Evidenciando a importância de tal assunto, a Carta Magna Brasileira, no § 2º de seu artigo 227, dispõe da seguinte maneira: “A lei disporá sobre normas de construção de logradouros e dos edifícios de uso público e da fabricação de veículos de transporte coletivo, a fim de garantir o acesso adequado às pessoas portadoras de deficiência”.     
Ressalte-se ainda que, conforme os critérios da acessibilidade, a pessoa portadora de deficiência tem direito a tratamento diferenciado, assim como os idosos, por exemplo, porém há necessidade de algumas modificações em determinados ambientes para que se possa garantir este atendimento.
Um grande exemplo é a modificação de unidades sanitárias, seja na área pública ou na privada, a adequação do transporte coletivo; adequando o transporte coletivo às necessidades das pessoas com deficiência; a adequação dos passeios públicos com pisos regulares, firmes e antiderrapantes e o rebaixamento de determinados pontos.
Ainda, versando sobre a acessibilidade às pessoas com deficiência, observem-se abaixo alguns artigos de leis:
Art. 244 da CF/88. A lei disporá sobre a adaptação dos logradouros, dos edifícios de uso público e dos veículos de transporte coletivo atualmente existentes a fim de garantir acesso adequado às pessoas portadoras de deficiência, conforme o disposto no art. 227, § 2º.
Art. 2º da Lei nº 7.853/1989. Ao Poder Público e seus órgãos cabe assegurar às pessoas portadoras de deficiência o pleno exercício de seus direitos básicos, inclusive dos direitos à educação, à saúde, ao trabalho, ao lazer, à previdência social, ao amparo à infância e à maternidade, e de outros que, decorrentes da Constituição e das leis, propiciem seu bem-estar pessoal, social e econômico.
Parágrafo único.

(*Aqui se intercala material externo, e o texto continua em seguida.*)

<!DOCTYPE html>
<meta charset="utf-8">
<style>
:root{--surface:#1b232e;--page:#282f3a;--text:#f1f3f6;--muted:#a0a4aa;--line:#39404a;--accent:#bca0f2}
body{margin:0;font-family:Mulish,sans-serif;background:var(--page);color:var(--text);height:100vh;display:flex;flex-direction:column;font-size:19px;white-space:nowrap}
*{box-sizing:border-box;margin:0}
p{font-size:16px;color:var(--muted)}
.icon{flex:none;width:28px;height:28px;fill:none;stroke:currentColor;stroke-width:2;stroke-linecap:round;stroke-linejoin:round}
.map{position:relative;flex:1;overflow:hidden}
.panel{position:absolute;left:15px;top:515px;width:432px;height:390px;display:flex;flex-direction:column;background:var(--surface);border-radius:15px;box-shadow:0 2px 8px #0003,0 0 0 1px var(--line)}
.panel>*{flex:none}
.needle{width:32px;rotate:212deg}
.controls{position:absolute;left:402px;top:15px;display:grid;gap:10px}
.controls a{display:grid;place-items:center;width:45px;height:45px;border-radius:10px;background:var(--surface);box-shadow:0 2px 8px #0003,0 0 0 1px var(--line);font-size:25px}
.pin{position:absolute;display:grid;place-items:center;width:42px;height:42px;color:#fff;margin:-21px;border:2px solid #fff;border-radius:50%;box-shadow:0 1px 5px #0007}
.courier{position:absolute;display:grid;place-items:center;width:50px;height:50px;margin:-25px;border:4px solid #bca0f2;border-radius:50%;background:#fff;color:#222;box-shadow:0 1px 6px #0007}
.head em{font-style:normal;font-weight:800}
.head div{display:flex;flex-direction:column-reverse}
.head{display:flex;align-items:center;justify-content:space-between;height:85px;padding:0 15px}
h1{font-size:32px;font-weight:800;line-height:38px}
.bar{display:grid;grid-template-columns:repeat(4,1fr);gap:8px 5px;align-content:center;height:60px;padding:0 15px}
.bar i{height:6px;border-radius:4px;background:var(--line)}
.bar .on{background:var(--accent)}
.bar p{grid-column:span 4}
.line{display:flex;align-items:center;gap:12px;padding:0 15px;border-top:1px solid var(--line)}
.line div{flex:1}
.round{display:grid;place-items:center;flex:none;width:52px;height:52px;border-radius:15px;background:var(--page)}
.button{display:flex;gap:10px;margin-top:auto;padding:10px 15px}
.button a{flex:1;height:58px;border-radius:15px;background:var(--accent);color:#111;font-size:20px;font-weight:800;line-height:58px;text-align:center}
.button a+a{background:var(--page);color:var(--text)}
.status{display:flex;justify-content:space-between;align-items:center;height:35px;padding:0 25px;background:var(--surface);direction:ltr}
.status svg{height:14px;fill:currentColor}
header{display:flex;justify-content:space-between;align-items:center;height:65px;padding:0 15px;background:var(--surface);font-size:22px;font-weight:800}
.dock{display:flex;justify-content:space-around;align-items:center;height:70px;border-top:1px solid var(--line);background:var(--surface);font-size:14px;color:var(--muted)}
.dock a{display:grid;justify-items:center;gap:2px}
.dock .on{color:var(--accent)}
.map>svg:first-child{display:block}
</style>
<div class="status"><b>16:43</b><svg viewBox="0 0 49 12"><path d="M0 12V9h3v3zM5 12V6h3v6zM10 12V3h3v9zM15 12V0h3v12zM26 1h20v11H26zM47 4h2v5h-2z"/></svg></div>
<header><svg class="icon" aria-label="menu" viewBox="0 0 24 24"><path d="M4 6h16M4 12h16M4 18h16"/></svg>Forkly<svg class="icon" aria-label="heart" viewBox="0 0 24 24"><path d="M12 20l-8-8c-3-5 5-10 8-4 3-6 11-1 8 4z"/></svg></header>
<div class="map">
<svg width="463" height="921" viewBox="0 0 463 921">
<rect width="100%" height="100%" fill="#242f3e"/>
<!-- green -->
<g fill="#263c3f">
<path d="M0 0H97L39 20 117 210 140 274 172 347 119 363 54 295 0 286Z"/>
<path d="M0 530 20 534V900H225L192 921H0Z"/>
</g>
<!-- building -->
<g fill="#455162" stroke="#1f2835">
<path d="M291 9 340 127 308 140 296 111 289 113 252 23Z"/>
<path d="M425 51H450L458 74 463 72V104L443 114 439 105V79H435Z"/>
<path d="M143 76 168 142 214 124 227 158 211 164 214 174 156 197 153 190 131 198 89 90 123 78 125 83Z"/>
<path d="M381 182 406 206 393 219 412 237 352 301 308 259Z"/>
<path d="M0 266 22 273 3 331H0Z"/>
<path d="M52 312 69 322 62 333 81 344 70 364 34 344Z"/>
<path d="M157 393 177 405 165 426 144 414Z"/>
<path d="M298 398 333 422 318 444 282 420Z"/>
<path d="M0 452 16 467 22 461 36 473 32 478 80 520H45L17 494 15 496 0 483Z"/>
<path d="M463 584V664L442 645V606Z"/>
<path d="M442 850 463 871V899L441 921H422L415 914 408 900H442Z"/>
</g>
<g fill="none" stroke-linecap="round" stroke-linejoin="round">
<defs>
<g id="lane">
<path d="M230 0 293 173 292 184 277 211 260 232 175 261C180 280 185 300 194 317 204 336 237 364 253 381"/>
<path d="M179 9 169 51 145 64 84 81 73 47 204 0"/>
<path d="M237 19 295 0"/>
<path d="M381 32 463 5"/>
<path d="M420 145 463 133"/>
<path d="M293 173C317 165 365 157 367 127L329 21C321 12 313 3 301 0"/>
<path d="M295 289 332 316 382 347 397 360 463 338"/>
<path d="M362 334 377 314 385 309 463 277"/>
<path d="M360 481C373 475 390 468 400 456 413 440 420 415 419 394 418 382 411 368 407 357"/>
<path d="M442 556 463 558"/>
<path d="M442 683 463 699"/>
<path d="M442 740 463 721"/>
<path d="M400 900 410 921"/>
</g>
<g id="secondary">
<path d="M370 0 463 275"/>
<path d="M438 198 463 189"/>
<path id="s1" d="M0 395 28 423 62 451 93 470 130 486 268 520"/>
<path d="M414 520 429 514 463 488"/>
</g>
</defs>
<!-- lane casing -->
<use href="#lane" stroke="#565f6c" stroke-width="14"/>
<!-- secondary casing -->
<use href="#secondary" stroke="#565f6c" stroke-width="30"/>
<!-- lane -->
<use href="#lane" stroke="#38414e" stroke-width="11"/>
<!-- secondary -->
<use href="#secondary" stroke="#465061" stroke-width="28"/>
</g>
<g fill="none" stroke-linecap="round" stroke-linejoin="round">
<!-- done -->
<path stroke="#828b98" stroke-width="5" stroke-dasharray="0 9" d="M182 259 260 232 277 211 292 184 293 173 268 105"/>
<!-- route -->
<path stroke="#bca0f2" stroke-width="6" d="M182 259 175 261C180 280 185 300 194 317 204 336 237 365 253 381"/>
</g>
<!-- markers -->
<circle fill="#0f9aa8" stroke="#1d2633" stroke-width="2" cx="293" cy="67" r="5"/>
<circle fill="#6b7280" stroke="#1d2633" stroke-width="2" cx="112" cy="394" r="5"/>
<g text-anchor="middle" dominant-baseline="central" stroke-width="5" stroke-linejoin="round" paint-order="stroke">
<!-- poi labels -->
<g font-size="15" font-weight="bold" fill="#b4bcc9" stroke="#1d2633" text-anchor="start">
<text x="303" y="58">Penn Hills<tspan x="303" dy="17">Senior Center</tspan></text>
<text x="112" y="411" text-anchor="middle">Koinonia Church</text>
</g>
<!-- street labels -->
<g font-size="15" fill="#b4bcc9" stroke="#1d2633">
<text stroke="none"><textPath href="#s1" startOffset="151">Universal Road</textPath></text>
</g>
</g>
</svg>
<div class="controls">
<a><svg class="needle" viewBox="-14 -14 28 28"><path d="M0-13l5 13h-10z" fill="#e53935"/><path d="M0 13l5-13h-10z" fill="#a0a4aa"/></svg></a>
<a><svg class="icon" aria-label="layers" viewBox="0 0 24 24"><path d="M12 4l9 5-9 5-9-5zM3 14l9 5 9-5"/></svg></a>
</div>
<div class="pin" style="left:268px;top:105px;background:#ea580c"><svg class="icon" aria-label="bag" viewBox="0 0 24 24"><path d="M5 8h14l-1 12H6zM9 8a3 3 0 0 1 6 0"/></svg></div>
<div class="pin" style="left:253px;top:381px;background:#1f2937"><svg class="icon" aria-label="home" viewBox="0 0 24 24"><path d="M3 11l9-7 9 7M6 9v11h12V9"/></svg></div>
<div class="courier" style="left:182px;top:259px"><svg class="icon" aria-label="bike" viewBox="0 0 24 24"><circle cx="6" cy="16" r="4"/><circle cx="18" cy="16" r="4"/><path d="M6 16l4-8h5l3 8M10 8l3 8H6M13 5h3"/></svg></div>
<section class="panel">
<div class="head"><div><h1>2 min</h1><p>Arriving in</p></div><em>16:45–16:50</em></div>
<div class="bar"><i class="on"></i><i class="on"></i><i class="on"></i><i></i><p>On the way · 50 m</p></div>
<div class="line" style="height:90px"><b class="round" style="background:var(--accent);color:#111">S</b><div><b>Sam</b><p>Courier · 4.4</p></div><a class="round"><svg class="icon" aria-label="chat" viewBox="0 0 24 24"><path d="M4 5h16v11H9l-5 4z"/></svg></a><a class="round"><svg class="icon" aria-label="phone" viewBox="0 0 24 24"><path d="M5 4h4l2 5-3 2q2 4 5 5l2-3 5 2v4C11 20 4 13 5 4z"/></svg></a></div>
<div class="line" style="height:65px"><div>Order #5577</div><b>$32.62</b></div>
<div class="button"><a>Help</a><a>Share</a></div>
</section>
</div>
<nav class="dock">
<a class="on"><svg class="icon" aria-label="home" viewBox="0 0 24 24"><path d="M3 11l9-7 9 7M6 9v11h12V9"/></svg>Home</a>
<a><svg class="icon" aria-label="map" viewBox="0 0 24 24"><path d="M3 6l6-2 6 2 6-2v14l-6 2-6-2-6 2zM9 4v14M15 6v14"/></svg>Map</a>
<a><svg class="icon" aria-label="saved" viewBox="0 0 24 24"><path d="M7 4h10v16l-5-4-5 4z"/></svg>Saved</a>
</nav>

Para o fim estabelecido no caput deste artigo, os órgãos e entidades da administração direta e indireta devem dispensar, no âmbito de sua competência e finalidade, aos assuntos objetos esta Lei, tratamento prioritário e adequado, tendente a viabilizar, sem prejuízo de outras, as seguintes medidas:
I a IV (omissis)
V - na área das edificações:
a) a adoção e a efetiva execução de normas que garantam a funcionalidade das edificações e vias públicas, que evitem ou removam os óbices às pessoas portadoras de deficiência, permitam o acesso destas a edifícios, a logradouros e a meios de transporte.